Anyway, it meant a really long drive and it took us 11 hours to get from Amherst to Portland. Fortunately the drive was pretty beautiful.
(not my photo, it’s from a postcard of Camden, Maine, which we passed … but it really did look like this the whole way).
St. Croix Island
Bar Harbor, where we stopped en route
Exercise is important.
And we kept going, and going and going. Ten hours on the road and we landed in Wiscasset. By this time, I was starving, like really, really, really jumping out of my skin, plotting to distract the people next to us so I could steal a piece of their pizza, hungry. And then this cheesy fish burger came my way and I can honestly say that this was one of the best things I have ever eaten in my life. I think I devoured it in 2 minutes flat. For the record, Tim managed to eat a lot more peanut butter en route and thus had picture taking energy. He ate crab cakes. I’m sure they were delicious, but I wasn’t watching.

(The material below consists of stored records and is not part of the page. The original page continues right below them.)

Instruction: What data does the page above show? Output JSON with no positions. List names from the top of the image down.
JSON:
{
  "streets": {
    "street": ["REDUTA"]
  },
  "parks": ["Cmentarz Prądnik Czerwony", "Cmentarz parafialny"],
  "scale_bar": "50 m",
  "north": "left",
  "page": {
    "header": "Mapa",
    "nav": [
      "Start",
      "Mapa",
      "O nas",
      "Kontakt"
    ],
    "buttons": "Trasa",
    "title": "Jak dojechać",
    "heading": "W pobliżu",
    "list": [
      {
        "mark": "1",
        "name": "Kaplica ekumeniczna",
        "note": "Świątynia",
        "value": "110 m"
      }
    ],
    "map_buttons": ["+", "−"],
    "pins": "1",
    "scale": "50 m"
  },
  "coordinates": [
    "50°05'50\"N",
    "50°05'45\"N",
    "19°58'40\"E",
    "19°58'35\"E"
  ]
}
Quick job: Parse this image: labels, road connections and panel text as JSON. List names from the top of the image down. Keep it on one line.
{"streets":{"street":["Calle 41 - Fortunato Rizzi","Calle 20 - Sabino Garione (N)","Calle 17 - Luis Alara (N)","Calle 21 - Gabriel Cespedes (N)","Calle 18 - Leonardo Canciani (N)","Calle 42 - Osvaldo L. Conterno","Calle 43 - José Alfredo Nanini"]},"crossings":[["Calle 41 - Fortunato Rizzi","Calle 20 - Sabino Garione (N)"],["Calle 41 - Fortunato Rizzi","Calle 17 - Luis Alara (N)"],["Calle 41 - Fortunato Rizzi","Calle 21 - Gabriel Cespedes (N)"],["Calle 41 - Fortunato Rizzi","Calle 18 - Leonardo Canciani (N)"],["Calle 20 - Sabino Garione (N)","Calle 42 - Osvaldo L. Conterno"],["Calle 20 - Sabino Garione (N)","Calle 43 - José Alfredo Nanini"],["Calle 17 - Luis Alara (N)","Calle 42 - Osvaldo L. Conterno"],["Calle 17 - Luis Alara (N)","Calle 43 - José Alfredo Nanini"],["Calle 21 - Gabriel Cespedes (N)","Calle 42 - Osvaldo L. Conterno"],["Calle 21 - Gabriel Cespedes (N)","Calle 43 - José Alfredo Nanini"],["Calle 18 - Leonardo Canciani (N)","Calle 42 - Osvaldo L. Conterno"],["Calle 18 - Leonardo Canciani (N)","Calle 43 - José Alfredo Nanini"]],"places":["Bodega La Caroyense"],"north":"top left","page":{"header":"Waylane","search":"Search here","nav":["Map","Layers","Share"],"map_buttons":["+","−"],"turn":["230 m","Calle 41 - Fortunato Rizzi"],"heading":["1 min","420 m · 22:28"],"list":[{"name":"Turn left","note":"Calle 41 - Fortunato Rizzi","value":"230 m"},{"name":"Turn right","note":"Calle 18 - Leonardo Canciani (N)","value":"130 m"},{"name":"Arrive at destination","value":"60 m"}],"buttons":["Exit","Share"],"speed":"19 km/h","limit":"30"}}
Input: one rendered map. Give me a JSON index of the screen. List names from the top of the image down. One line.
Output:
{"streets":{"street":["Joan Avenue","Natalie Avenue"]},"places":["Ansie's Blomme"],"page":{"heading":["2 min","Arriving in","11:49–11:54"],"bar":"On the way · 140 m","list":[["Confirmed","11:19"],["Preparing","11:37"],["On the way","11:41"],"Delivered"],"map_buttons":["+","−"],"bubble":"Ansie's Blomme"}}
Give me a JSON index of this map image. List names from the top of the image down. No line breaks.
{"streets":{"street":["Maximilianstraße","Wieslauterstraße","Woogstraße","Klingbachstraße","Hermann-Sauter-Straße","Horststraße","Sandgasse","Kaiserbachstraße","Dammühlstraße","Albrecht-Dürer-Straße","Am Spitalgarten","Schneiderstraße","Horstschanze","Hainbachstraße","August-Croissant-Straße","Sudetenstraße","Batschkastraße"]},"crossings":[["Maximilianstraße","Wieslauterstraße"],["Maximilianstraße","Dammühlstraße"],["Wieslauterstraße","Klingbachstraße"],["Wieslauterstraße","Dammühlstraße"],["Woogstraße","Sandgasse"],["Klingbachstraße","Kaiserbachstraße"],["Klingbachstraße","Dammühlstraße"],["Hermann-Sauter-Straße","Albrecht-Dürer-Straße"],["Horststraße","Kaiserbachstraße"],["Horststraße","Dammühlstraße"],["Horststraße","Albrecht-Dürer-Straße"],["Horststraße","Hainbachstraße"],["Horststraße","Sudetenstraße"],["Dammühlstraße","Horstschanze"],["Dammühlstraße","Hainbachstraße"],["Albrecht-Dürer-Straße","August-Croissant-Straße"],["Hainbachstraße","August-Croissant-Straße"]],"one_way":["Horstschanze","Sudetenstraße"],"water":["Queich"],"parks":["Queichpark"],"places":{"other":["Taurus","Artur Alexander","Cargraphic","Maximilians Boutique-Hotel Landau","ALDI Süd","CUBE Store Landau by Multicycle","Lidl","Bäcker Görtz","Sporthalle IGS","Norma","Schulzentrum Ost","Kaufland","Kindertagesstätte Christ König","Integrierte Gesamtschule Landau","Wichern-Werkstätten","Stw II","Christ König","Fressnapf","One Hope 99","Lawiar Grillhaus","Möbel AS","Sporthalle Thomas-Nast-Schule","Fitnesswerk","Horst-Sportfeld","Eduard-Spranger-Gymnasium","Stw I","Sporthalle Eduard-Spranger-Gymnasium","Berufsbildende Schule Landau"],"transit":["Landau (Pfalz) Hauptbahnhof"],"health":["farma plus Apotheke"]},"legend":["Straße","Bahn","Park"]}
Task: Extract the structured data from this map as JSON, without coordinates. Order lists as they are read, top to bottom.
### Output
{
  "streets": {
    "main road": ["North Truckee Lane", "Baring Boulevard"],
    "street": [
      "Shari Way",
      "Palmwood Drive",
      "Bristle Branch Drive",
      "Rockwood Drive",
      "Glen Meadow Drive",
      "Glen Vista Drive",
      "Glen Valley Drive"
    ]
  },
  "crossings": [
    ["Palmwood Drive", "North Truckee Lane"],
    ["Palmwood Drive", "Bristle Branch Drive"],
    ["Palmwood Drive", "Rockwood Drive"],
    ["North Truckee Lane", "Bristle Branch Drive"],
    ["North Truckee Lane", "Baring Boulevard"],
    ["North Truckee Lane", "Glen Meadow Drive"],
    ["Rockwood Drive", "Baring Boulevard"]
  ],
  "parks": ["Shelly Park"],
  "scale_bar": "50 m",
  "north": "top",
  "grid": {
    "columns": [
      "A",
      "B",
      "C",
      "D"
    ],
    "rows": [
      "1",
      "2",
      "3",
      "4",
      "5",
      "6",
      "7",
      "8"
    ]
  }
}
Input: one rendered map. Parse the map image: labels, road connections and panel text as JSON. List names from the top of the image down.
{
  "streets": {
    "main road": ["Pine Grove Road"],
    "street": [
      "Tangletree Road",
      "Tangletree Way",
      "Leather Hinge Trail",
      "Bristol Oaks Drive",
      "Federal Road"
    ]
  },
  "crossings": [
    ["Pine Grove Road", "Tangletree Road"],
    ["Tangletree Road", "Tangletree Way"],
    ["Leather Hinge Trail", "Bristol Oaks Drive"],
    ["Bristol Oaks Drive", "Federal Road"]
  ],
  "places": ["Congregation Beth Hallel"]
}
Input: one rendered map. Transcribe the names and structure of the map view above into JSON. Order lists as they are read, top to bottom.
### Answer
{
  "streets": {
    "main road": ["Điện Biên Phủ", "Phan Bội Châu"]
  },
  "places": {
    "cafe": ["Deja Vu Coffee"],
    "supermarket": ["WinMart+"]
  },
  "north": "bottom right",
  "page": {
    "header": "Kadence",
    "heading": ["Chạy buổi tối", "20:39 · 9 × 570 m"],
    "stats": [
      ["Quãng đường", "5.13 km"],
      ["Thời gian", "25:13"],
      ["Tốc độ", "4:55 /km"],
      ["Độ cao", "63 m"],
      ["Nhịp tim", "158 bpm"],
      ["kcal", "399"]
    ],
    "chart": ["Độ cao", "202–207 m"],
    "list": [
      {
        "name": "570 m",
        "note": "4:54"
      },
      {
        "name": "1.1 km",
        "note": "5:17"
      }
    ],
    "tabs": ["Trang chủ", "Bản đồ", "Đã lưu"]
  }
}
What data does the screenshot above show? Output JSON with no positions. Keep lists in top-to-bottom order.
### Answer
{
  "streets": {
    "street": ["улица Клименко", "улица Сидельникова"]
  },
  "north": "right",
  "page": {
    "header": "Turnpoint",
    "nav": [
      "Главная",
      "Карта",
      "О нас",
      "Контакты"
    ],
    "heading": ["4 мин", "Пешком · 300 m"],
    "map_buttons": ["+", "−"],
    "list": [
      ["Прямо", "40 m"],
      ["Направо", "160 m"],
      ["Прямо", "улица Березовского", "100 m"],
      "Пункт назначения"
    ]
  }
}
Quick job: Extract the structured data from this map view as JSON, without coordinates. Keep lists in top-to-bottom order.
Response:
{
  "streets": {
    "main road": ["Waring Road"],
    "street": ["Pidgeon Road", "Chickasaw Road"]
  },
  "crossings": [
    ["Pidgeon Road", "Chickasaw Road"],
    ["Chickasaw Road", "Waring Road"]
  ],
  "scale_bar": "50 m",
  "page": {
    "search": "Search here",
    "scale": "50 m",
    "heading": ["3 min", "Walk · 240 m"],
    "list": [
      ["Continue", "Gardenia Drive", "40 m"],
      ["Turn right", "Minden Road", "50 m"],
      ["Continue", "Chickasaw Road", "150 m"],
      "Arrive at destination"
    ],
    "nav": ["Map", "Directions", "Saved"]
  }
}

We finally made it to Portland well after dark. We ended up staying in the Inn at St John, which is basically a faded Victorian grandeur hotel that caters to hipsters, giant families looking for a cheap place to crash, and serious drunks, one of whom put his head through the front window on our second night here, and was escorted out by the police. Which made these signs all over town pretty funny:
If I’ve learned anything so far, it’s that a hotel that accepts dogs but doesn’t have specified pet friendly rooms is going to be full of characters. Just for the record, I felt pretty bad for the drunk guy – his dad had died and he’s gone out on a major bender. He probably didn’t intend to put his head through the front window.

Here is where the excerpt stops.